- [SUPPLIED MATERIAL]
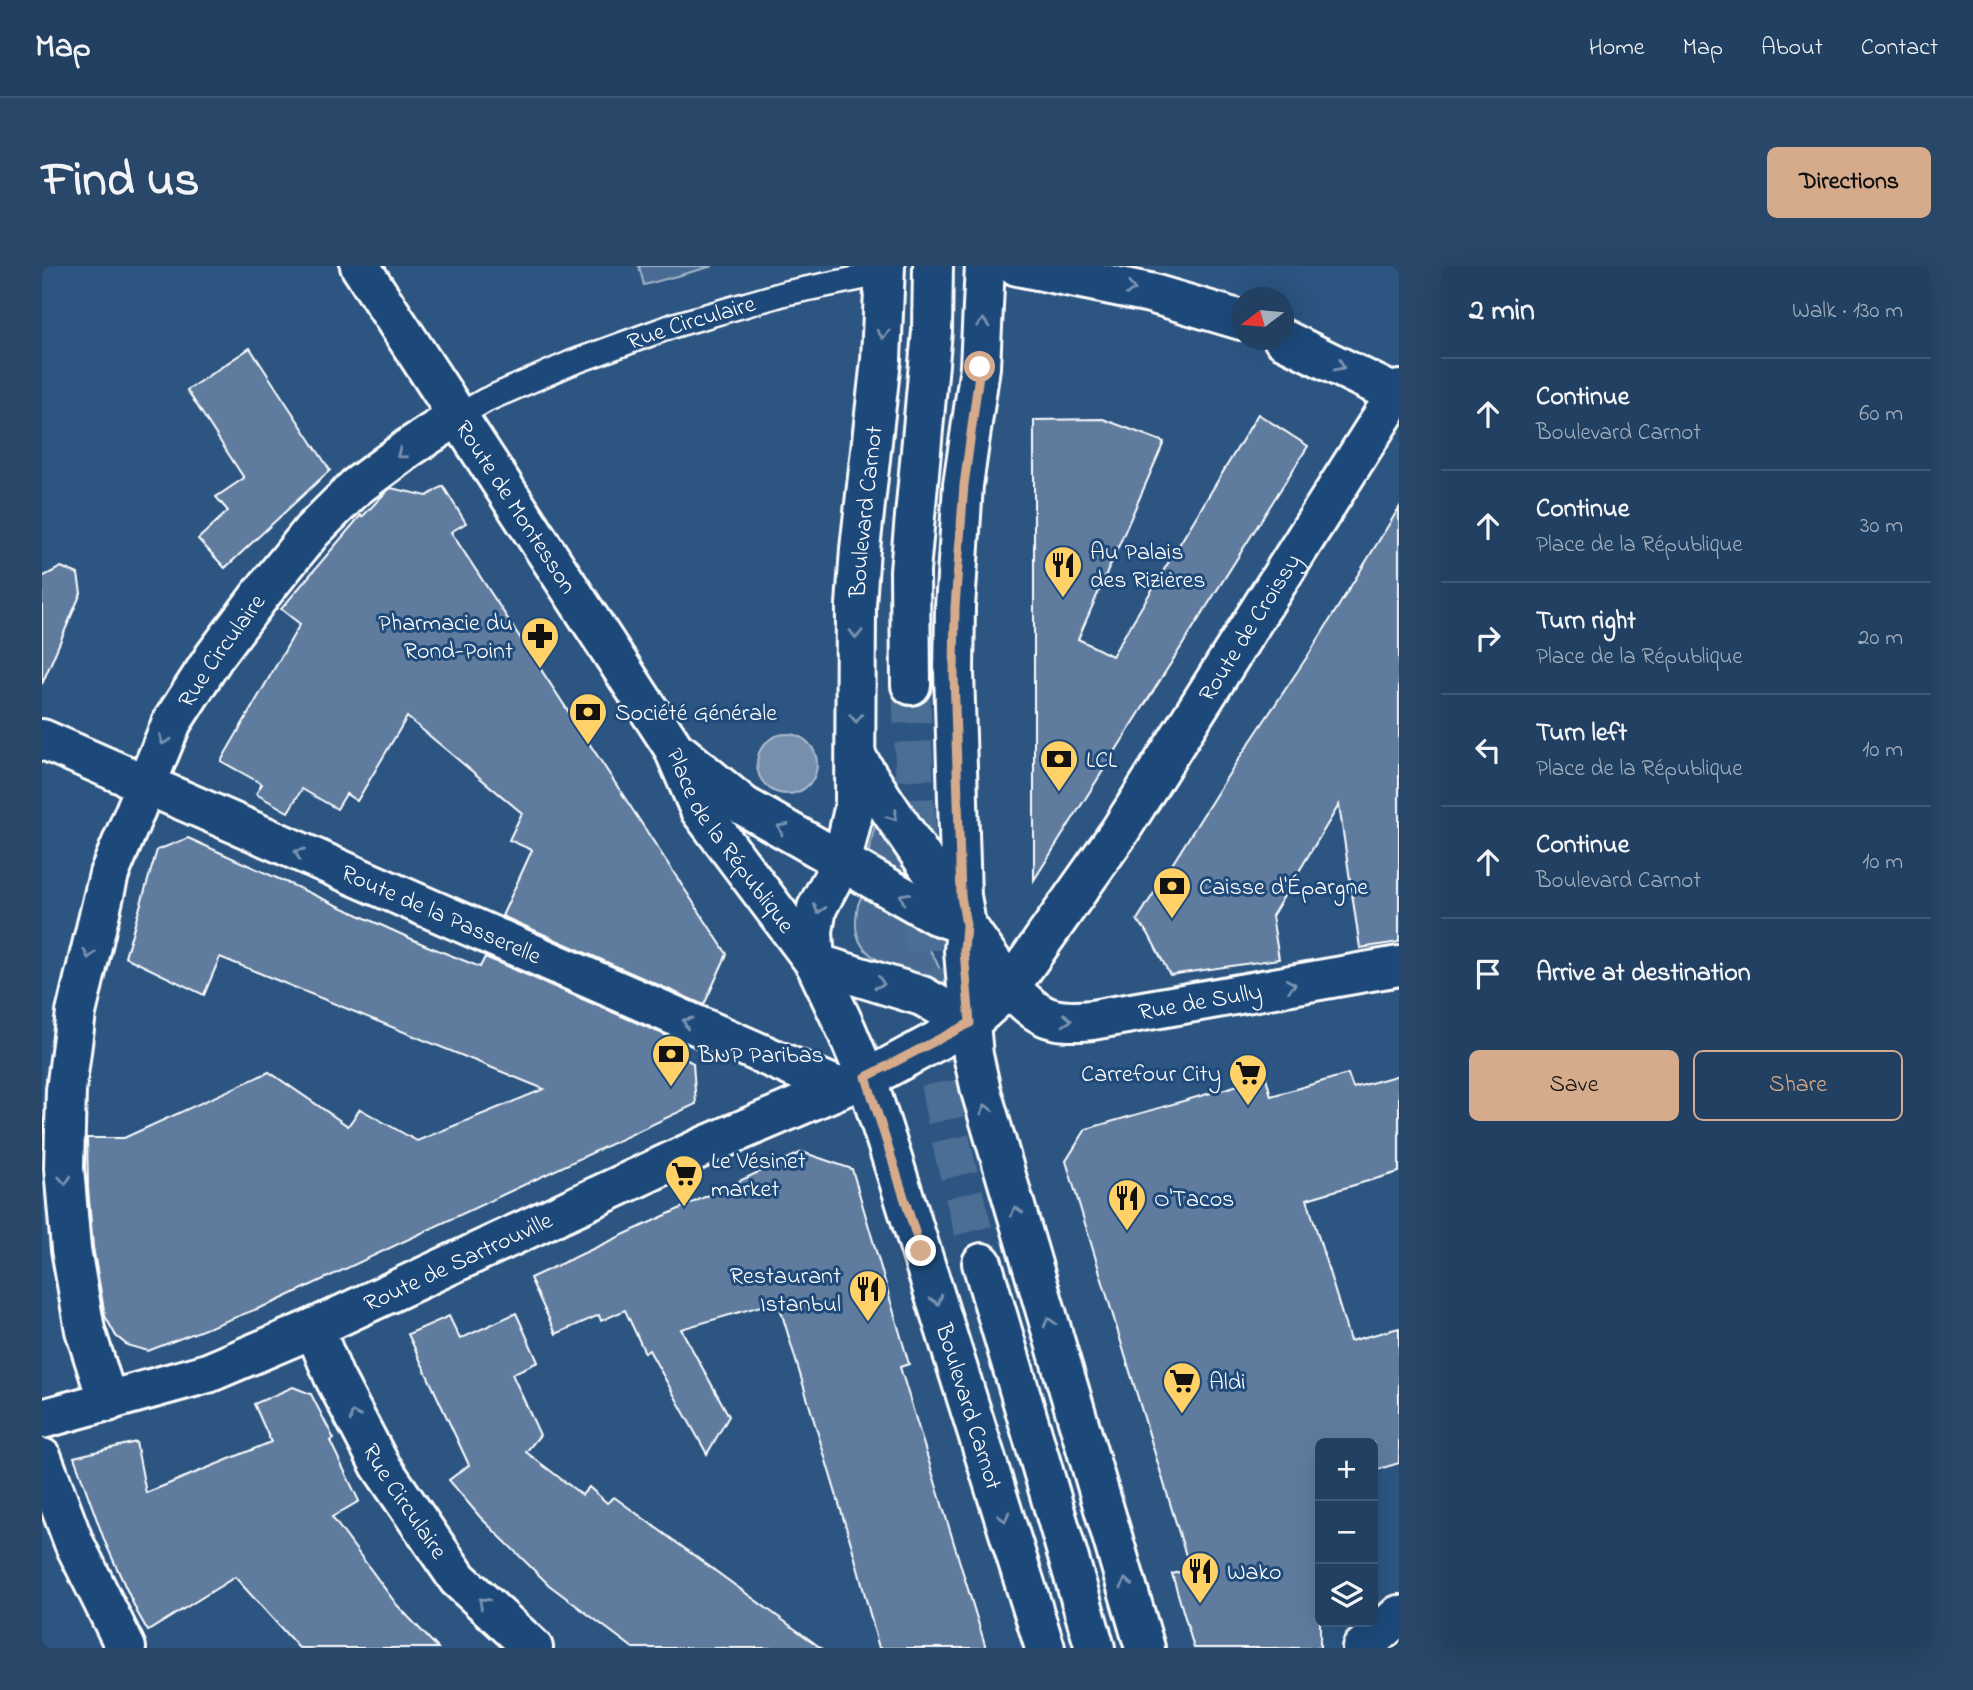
<!DOCTYPE html>
<meta charset="utf-8">
<style>
body{margin:0;font-family:"Indie Flower",sans-serif;background:#294768;color:#f1f3f6}
.controls{position:absolute;right:21px;bottom:21px;display:grid;overflow:hidden;border-radius:10px;box-shadow:0 7px 28px #0002}
.controls button{width:63px;height:63px;display:grid;place-items:center;padding:0;border:0;border-bottom:2px solid #3e5977;background:#214062;color:#f1f3f6;font:35px sans-serif}
.compass{position:absolute;left:1189px;top:21px;width:63px;height:63px;border-radius:50%;background:#214062;box-shadow:0 7px 28px #0002;rotate:254deg}
.stop{position:absolute;width:21px;height:21px;margin:-16px;border:5px solid #d6ab8b;border-radius:50%;background:#fff}
.stop.end{background:#d6ab8b;border-color:#fff;box-shadow:0 2px 7px #0008}
.list{margin:0;padding:0;list-style:none}
h2{display:flex;justify-content:space-between;align-items:center;height:91px;margin:0;padding:0 28px;font-size:30px}
h2 small{font-size:23px;font-weight:400;color:#a2afbe}
.list li{display:grid;grid-template-columns:46px 1fr auto;gap:21px;align-items:center;box-sizing:border-box;height:112px;padding:0 28px;border-top:2px solid #3e5977}
.list b{display:block;font-size:26px;white-space:nowrap}
.list p{margin:0;font-size:23px;white-space:nowrap;color:#a2afbe}
.list em{font-size:23px;font-style:normal;color:#a2afbe}
.actions{display:flex;gap:14px;padding:21px 28px}
.actions a{flex:1;padding:16px 0;border:2px solid #d6ab8b;border-radius:10px;text-align:center;font-size:24px;color:#d6ab8b}
.actions .main{background:#d6ab8b;color:#111}
.icon{flex:none;width:38px;height:38px;fill:none;stroke:currentColor;stroke-width:2;stroke-linecap:round;stroke-linejoin:round}
.map{position:relative;flex:none;width:1357px;height:1382px;overflow:hidden;border-radius:10px}
header{display:flex;align-items:center;gap:42px;box-sizing:border-box;height:98px;padding:0 35px;background:#214062;border-bottom:2px solid #3e5977}
header strong{font-size:33px}
nav{display:flex;gap:38px;margin-inline-start:auto;font-size:24px}
.intro{display:flex;align-items:center;justify-content:space-between;box-sizing:border-box;height:168px;padding:0 42px}
h1{margin:0;font-size:49px}
.button{padding:18px 32px;border-radius:10px;background:#d6ab8b;color:#111;font-size:24px;font-weight:700}
main{display:flex;gap:42px;padding:0 42px}
aside{flex:1;background:#214062;border-radius:10px;box-shadow:0 7px 28px #0002}
.map>svg:first-child{display:block}
.green{fill:#486b92;stroke:#a4b5c8;stroke-width:2}
.water{fill:#748fad;stroke:#acbcce;stroke-width:2}
.building{fill:#5e7c9f;stroke:#fff;stroke-width:2}
.lines{fill:none;stroke-linecap:round;stroke-linejoin:round}
.primary-tunnel{stroke:#4c6e95;stroke-width:38;stroke-dasharray:38 19;stroke-linecap:butt}
.service-casing{stroke:#fff;stroke-width:28}
.minor-casing{stroke:#fff;stroke-width:44}
.secondary-casing{stroke:#fff;stroke-width:44}
.primary-casing{stroke:#fff;stroke-width:44}
.service{stroke:#1f4a7a;stroke-width:23}
.minor{stroke:#1f4a7a;stroke-width:38}
.secondary{stroke:#1f4a7a;stroke-width:38}
.primary{stroke:#1f4a7a;stroke-width:38}
.oneway{stroke:#7992af}
.route{stroke:#d6ab8b;stroke-width:9}
.labels{text-anchor:middle;stroke-width:6;stroke-linejoin:round;paint-order:stroke}
.street-label{font-size:24px;fill:#fff;stroke:#1f4a7a}
.poi-label{font-size:24px;fill:#fff;stroke:#1f4a7a;text-anchor:start}
</style>
<header>
<strong>Map</strong>
<nav><a>Home</a><a>Map</a><a>About</a><a>Contact</a></nav>
</header>
<div class="intro"><h1>Find us</h1><a class="button">Directions</a></div>
<main>
<div class="map">
<svg width="1357" height="1382" viewBox="0 0 1357 1382">
<rect width="100%" height="100%" fill="#2c5582"/>
<filter id="ink" filterUnits="userSpaceOnUse"><feTurbulence type="fractalNoise" baseFrequency=".0143" numOctaves="2"/><feDisplacementMap in="SourceGraphic" scale="14" xChannelSelector="R" yChannelSelector="G"/><feConvolveMatrix kernelMatrix="1 2 1 2 8 2 1 2 1" color-interpolation-filters="sRGB"/></filter>
<g filter="url(#ink)">
<g class="green">
<polygon points="597,0 671,0 602,19"/>
<polygon points="835,551 883,624 826,588"/>
<path d="M822,628c35,9 64,46 77,78l-2,4c-33,-3 -86,-13 -83,-56 1,-10 1,-19 8,-26z"/>
</g>
<circle class="water" cx="745" cy="498" r="30"/>
<g class="building">
<polygon points="208,82 288,204 183,302 156,273 186,245 174,231 202,212 145,124"/>
<polygon points="1216,148 1266,180 992,614 992,154 1061,153 1122,176 1036,373 1070,390"/>
<polygon points="401,220 424,257 409,266 685,688 662,739 460,650 490,584 467,574 480,547 365,451 315,535 304,528 295,543 260,523 246,546 214,528 220,518 179,495 258,358 239,343 319,249 320,251 344,226 349,222 385,230"/>
<polygon points="1357,242 1357,676 1318,682 1297,539 1230,650 1237,693 1128,709 1106,667 1095,654 1192,500 1267,388"/>
<polygon points="19,301 36,308 39,327 0,418 0,311"/>
<polygon points="146,572 383,679 438,701 443,691 644,778 638,790 651,797 654,838 233,1036 106,1085 85,1079 74,1070 63,1050 51,981 46,922 45,872 82,872 227,806 306,860 318,843 375,875 502,823 178,691 162,729 83,691 115,584"/>
<polygon points="1306,808 1311,822 1357,809 1357,906 1265,933 1308,1075 1357,1062 1357,1197 1331,1205 1331,1177 1278,1177 1278,1382 1152,1382 1130,1308 1148,1303 1024,895 1044,863 1224,811 1229,830"/>
<polygon points="760,886 810,903 867,1098 858,1101 944,1382 837,1382 810,1281 736,1035 639,1063 687,1150 665,1188 607,1084 603,1087 583,1044 559,1055 557,1049 514,1068 488,1012"/>
<polygon points="474,1047 496,1096 470,1108 498,1169 484,1186 540,1229 547,1221 565,1237 572,1231 779,1382 591,1382 507,1319 438,1251 407,1214 427,1199 366,1068 407,1050 418,1073"/>
<polygon points="251,1121 269,1128 292,1173 288,1175 317,1235 290,1251 355,1339 396,1382 257,1382 193,1311 106,1365 95,1346 63,1276 32,1191 94,1176 104,1227 229,1176 212,1138"/>
</g>
<g class="lines">
<path class="primary-tunnel" d="M869,419c5,115 6,230 20,344 10,80 30,157 51,234"/>
<defs>
<g id="service">
<path id="s1" d="M416,150l28,-16 85,-37 104,-38 111,-32 99,-20"/>
</g>
<g id="minor">
<polyline points="975,0 1108,27 1199,54"/>
<polyline points="1241,73 1357,130"/>
<path id="s2" d="M0,473l798,349"/>
<path id="s3" d="M968,721c29,31 40,37 82,33l307,-54"/>
<path id="s4" d="M272,1062l20,49 46,88 78,114 75,69"/>
<path id="s5" d="M66,1136l-23,-72 -14,-81 -7,-81 2,-78 10,-77 33,-139 63,-152 42,-65 48,-64 50,-62 44,-44 54,-40 48,-31"/>
<polyline points="0,1192 32,1277 84,1382"/>
<polyline points="1320,1382 1357,1349"/>
</g>
<g id="secondary">
<polyline points="924,659 968,721"/>
<path id="s6" d="M928,757l40,-36 110,-156 279,-441"/>
</g>
<g id="primary">
<path id="s7" d="M318,0l313,481 27,63 115,153 31,66 20,48 28,88 151,483"/>
<polyline points="943,0 938,101 921,219 913,341 912,406 919,630 924,659 922,685 928,757 931,789 939,825 1103,1382"/>
<polyline points="869,419 868,305 890,65 891,0"/>
<polyline points="639,488 702,540 894,649 924,659"/>
<path d="M815,492c32,54 71,105 104,159"/>
<path id="s8" d="M773,697l-2,-32 4,-23 25,-47 13,-56 1,-200 4,-56 21,-189 4,-94"/>
<polyline points="773,697 880,730 928,757"/>
<polyline points="940,997 1053,1382"/>
<path id="s9" d="M0,1153l166,-46 106,-45 391,-182 178,-76 87,-47"/>
</g>
</defs>
<use href="#service" class="service-casing"/>
<use href="#minor" class="minor-casing"/>
<use href="#secondary" class="secondary-casing"/>
<use href="#primary" class="primary-casing"/>
<use href="#service" class="service"/>
<use href="#minor" class="minor"/>
<use href="#secondary" class="secondary"/>
<use href="#primary" class="primary"/>
</g>
<defs><path id="oneway-chevron" d="M-2-3.5L2.5 0L-2 3.5" fill="none" stroke-width="1.6" stroke-linecap="round" stroke-linejoin="round" transform="scale(1.75)"/></defs>
<g class="oneway">
<use href="#oneway-chevron" transform="translate(1089 23) rotate(12)"/>
<use href="#oneway-chevron" transform="translate(941 57) rotate(-87)"/>
<use href="#oneway-chevron" transform="translate(841 68) rotate(93)"/>
<use href="#oneway-chevron" transform="translate(1298 100) rotate(26)"/>
<use href="#oneway-chevron" transform="translate(359 188) rotate(143)"/>
<use href="#oneway-chevron" transform="translate(814 368) rotate(90)"/>
<use href="#oneway-chevron" transform="translate(814 452) rotate(89)"/>
<use href="#oneway-chevron" transform="translate(122 474) rotate(114)"/>
<use href="#oneway-chevron" transform="translate(851 550) rotate(54)"/>
<use href="#oneway-chevron" transform="translate(740 562) rotate(-151)"/>
<use href="#oneway-chevron" transform="translate(257 587) rotate(-156)"/>
<use href="#oneway-chevron" transform="translate(862 631) rotate(-150)"/>
<use href="#oneway-chevron" transform="translate(777 643) rotate(107)"/>
<use href="#oneway-chevron" transform="translate(47 688) rotate(103)"/>
<use href="#oneway-chevron" transform="translate(838 717) rotate(17)"/>
<use href="#oneway-chevron" transform="translate(1249 719) rotate(-10)"/>
<use href="#oneway-chevron" transform="translate(1025 754) rotate(4)"/>
<use href="#oneway-chevron" transform="translate(645 756) rotate(-156)"/>
<use href="#oneway-chevron" transform="translate(944 843) rotate(-106)"/>
<use href="#oneway-chevron" transform="translate(23 914) rotate(86)"/>
<use href="#oneway-chevron" transform="translate(974 945) rotate(-107)"/>
<use href="#oneway-chevron" transform="translate(895 1034) rotate(73)"/>
<use href="#oneway-chevron" transform="translate(1007 1056) rotate(-106)"/>
<use href="#oneway-chevron" transform="translate(312 1150) rotate(-117)"/>
<use href="#oneway-chevron" transform="translate(962 1251) rotate(73)"/>
<use href="#oneway-chevron" transform="translate(1084 1317) rotate(-106)"/>
<use href="#oneway-chevron" transform="translate(441 1336) rotate(-137)"/>
</g>
</g>
<g class="lines" filter="url(#ink)">
<polyline class="route" points="879,985 824,811 928,757 922,685 924,659 919,630 912,407 913,341 922,219 938,101"/>
</g>
<defs>
<symbol id="restaurant-pin" viewBox="-11 -11 22 30"><path d="M0 17L-7.5 6A9.5 9.5 0 1 1 7.5 6Z" fill="#ffd166" stroke="#1f4a7a"/><path d="M-5-6h1v4h1v-4h1v4h1v-4h1v5L-1.5 .5V6h-2V.5L-5-1ZM5-6V6H3V1.5H1.5Q1.5-4 5-6Z" fill="#111"/></symbol>
<symbol id="pharmacy-pin" viewBox="-11 -11 22 30"><path d="M0 17L-7.5 6A9.5 9.5 0 1 1 7.5 6Z" fill="#ffd166" stroke="#1f4a7a"/><path d="M-2-6h4v4h4v4h-4v4h-4v-4h-4v-4h4Z" fill="#111"/></symbol>
<symbol id="bank-pin" viewBox="-11 -11 22 30"><path d="M0 17L-7.5 6A9.5 9.5 0 1 1 7.5 6Z" fill="#ffd166" stroke="#1f4a7a"/><path d="M-6-4H6V4H-6ZM0-2.3a2.3 2.3 0 1 0 0 4.6a2.3 2.3 0 1 0 0-4.6Z" fill="#111"/></symbol>
<symbol id="supermarket-pin" viewBox="-11 -11 22 30"><path d="M0 17L-7.5 6A9.5 9.5 0 1 1 7.5 6Z" fill="#ffd166" stroke="#1f4a7a"/><path d="M-6-5.5h2.5l.6 2H6L4.5 2H-2.5L-4.4-4H-6ZM-1.5 3.2a1.3 1.3 0 1 0 .1 0ZM3 3.2a1.3 1.3 0 1 0 .1 0Z" fill="#111"/></symbol>
</defs>
<g fill-rule="evenodd">
<use href="#restaurant-pin" x="999" y="277" width="44" height="60"/>
<use href="#pharmacy-pin" x="476" y="348" width="44" height="60"/>
<use href="#bank-pin" x="524" y="424" width="44" height="60"/>
<use href="#bank-pin" x="995" y="471" width="44" height="60"/>
<use href="#bank-pin" x="1108" y="598" width="44" height="60"/>
<use href="#bank-pin" x="607" y="766" width="44" height="60"/>
<use href="#supermarket-pin" x="1184" y="785" width="44" height="60"/>
<use href="#supermarket-pin" x="620" y="886" width="44" height="60"/>
<use href="#restaurant-pin" x="1063" y="910" width="44" height="60"/>
<use href="#restaurant-pin" x="804" y="1001" width="44" height="60"/>
<use href="#supermarket-pin" x="1118" y="1093" width="44" height="60"/>
<use href="#restaurant-pin" x="1136" y="1283" width="44" height="60"/>
</g>
<g class="labels">
<g class="street-label">
<text dy="8" stroke="none"><textPath href="#s1" startOffset="252">Rue Circulaire</textPath></text>
<text dy="8" stroke="none"><textPath href="#s7" startOffset="287">Route de Montesson</textPath></text>
<text dy="8" stroke="none"><textPath href="#s8" startOffset="460">Boulevard Carnot</textPath></text>
<text dy="8" stroke="none"><textPath href="#s6" startOffset="486">Route de Croissy</textPath></text>
<text dy="8" stroke="none"><textPath href="#s5" startOffset="789">Rue Circulaire</textPath></text>
<text dy="8" stroke="none"><textPath href="#s7" startOffset="684">Place de la République</textPath></text>
<text dy="8" stroke="none"><textPath href="#s2" startOffset="436">Route de la Passerelle</textPath></text>
<text dy="8" stroke="none"><textPath href="#s3" startOffset="203">Rue de Sully</textPath></text>
<text dy="8" stroke="none"><textPath href="#s9" startOffset="446">Route de Sartrouville</textPath></text>
<text dy="8" stroke="none"><textPath href="#s7" startOffset="1304">Boulevard Carnot</textPath></text>
<text dy="8" stroke="none"><textPath href="#s4" startOffset="196">Rue Circulaire</textPath></text>
</g>
<g class="poi-label">
<text x="1048" y="293">Au Palais<tspan x="1048" dy="28">des Rizières</tspan></text>
<text x="471" y="364" text-anchor="end">Pharmacie du<tspan x="471" dy="28">Rond-Point</tspan></text>
<text x="573" y="454">Société Générale</text>
<text x="1044" y="501">LCL</text>
<text x="1157" y="628">Caisse d'Épargne</text>
<text x="656" y="796">BNP Paribas</text>
<text x="1179" y="815" text-anchor="end">Carrefour City</text>
<text x="669" y="902">Le Vésinet<tspan x="669" dy="28">market</tspan></text>
<text x="1112" y="940">O'Tacos</text>
<text x="799" y="1017" text-anchor="end">Restaurant<tspan x="799" dy="28">Istanbul</tspan></text>
<text x="1167" y="1123">Aldi</text>
<text x="1185" y="1313">Wako</text>
</g>
</g>
</svg>
<div class="controls">
<button>+</button>
<button>−</button>
<button><svg class="icon" aria-label="layers" viewBox="0 0 24 24"><path d="M12 4l9 5-9 5-9-5zM3 14l9 5 9-5"/></svg></button>
</div>
<svg class="compass" viewBox="-18 -18 36 36"><path d="M0-13l5 13h-10z" fill="#e53935"/><path d="M0 13l5-13h-10z" fill="#a2afbe"/></svg>
<div class="stop" style="left:938px;top:101px"></div>
<div class="stop end" style="left:879px;top:985px"></div>
</div>
<aside>
<h2>2 min<small>Walk · 130 m</small></h2>
<ul class="list">
<li><svg class="icon" aria-label="ahead" viewBox="0 0 24 24"><path d="M12 20V5M6 11l6-6 6 6"/></svg><div><b>Continue</b><p>Boulevard Carnot</p></div><em>60 m</em></li>
<li><svg class="icon" aria-label="ahead" viewBox="0 0 24 24"><path d="M12 20V5M6 11l6-6 6 6"/></svg><div><b>Continue</b><p>Place de la République</p></div><em>30 m</em></li>
<li><svg class="icon" aria-label="right" viewBox="0 0 24 24"><path d="M7 20v-9h11M14 6l5 5-5 5"/></svg><div><b>Turn right</b><p>Place de la République</p></div><em>20 m</em></li>
<li><svg class="icon" aria-label="left" viewBox="0 0 24 24"><path d="M17 20v-9H6M10 6l-5 5 5 5"/></svg><div><b>Turn left</b><p>Place de la République</p></div><em>10 m</em></li>
<li><svg class="icon" aria-label="ahead" viewBox="0 0 24 24"><path d="M12 20V5M6 11l6-6 6 6"/></svg><div><b>Continue</b><p>Boulevard Carnot</p></div><em>10 m</em></li>
<li><svg class="icon" aria-label="arrive" viewBox="0 0 24 24"><path d="M6 21V4h12l-3 4 3 4H6"/></svg><div><b>Arrive at destination</b></div></li>
</ul>
<div class="actions"><a class="main">Save</a><a>Share</a></div>
</aside>
</main>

- [ACTION ITEM]
I'd like the lines above from the one with "288,204 183,302 156,273" up to and including the one with "-14,-81 -7,-81 2,-78" copied exactly, with no other lines.

- [EXERCISE SOLUTION]
<polygon points="208,82 288,204 183,302 156,273 186,245 174,231 202,212 145,124"/>
<polygon points="1216,148 1266,180 992,614 992,154 1061,153 1122,176 1036,373 1070,390"/>
<polygon points="401,220 424,257 409,266 685,688 662,739 460,650 490,584 467,574 480,547 365,451 315,535 304,528 295,543 260,523 246,546 214,528 220,518 179,495 258,358 239,343 319,249 320,251 344,226 349,222 385,230"/>
<polygon points="1357,242 1357,676 1318,682 1297,539 1230,650 1237,693 1128,709 1106,667 1095,654 1192,500 1267,388"/>
<polygon points="19,301 36,308 39,327 0,418 0,311"/>
<polygon points="146,572 383,679 438,701 443,691 644,778 638,790 651,797 654,838 233,1036 106,1085 85,1079 74,1070 63,1050 51,981 46,922 45,872 82,872 227,806 306,860 318,843 375,875 502,823 178,691 162,729 83,691 115,584"/>
<polygon points="1306,808 1311,822 1357,809 1357,906 1265,933 1308,1075 1357,1062 1357,1197 1331,1205 1331,1177 1278,1177 1278,1382 1152,1382 1130,1308 1148,1303 1024,895 1044,863 1224,811 1229,830"/>
<polygon points="760,886 810,903 867,1098 858,1101 944,1382 837,1382 810,1281 736,1035 639,1063 687,1150 665,1188 607,1084 603,1087 583,1044 559,1055 557,1049 514,1068 488,1012"/>
<polygon points="474,1047 496,1096 470,1108 498,1169 484,1186 540,1229 547,1221 565,1237 572,1231 779,1382 591,1382 507,1319 438,1251 407,1214 427,1199 366,1068 407,1050 418,1073"/>
<polygon points="251,1121 269,1128 292,1173 288,1175 317,1235 290,1251 355,1339 396,1382 257,1382 193,1311 106,1365 95,1346 63,1276 32,1191 94,1176 104,1227 229,1176 212,1138"/>
</g>
<g class="lines">
<path class="primary-tunnel" d="M869,419c5,115 6,230 20,344 10,80 30,157 51,234"/>
<defs>
<g id="service">
<path id="s1" d="M416,150l28,-16 85,-37 104,-38 111,-32 99,-20"/>
</g>
<g id="minor">
<polyline points="975,0 1108,27 1199,54"/>
<polyline points="1241,73 1357,130"/>
<path id="s2" d="M0,473l798,349"/>
<path id="s3" d="M968,721c29,31 40,37 82,33l307,-54"/>
<path id="s4" d="M272,1062l20,49 46,88 78,114 75,69"/>
<path id="s5" d="M66,1136l-23,-72 -14,-81 -7,-81 2,-78 10,-77 33,-139 63,-152 42,-65 48,-64 50,-62 44,-44 54,-40 48,-31"/>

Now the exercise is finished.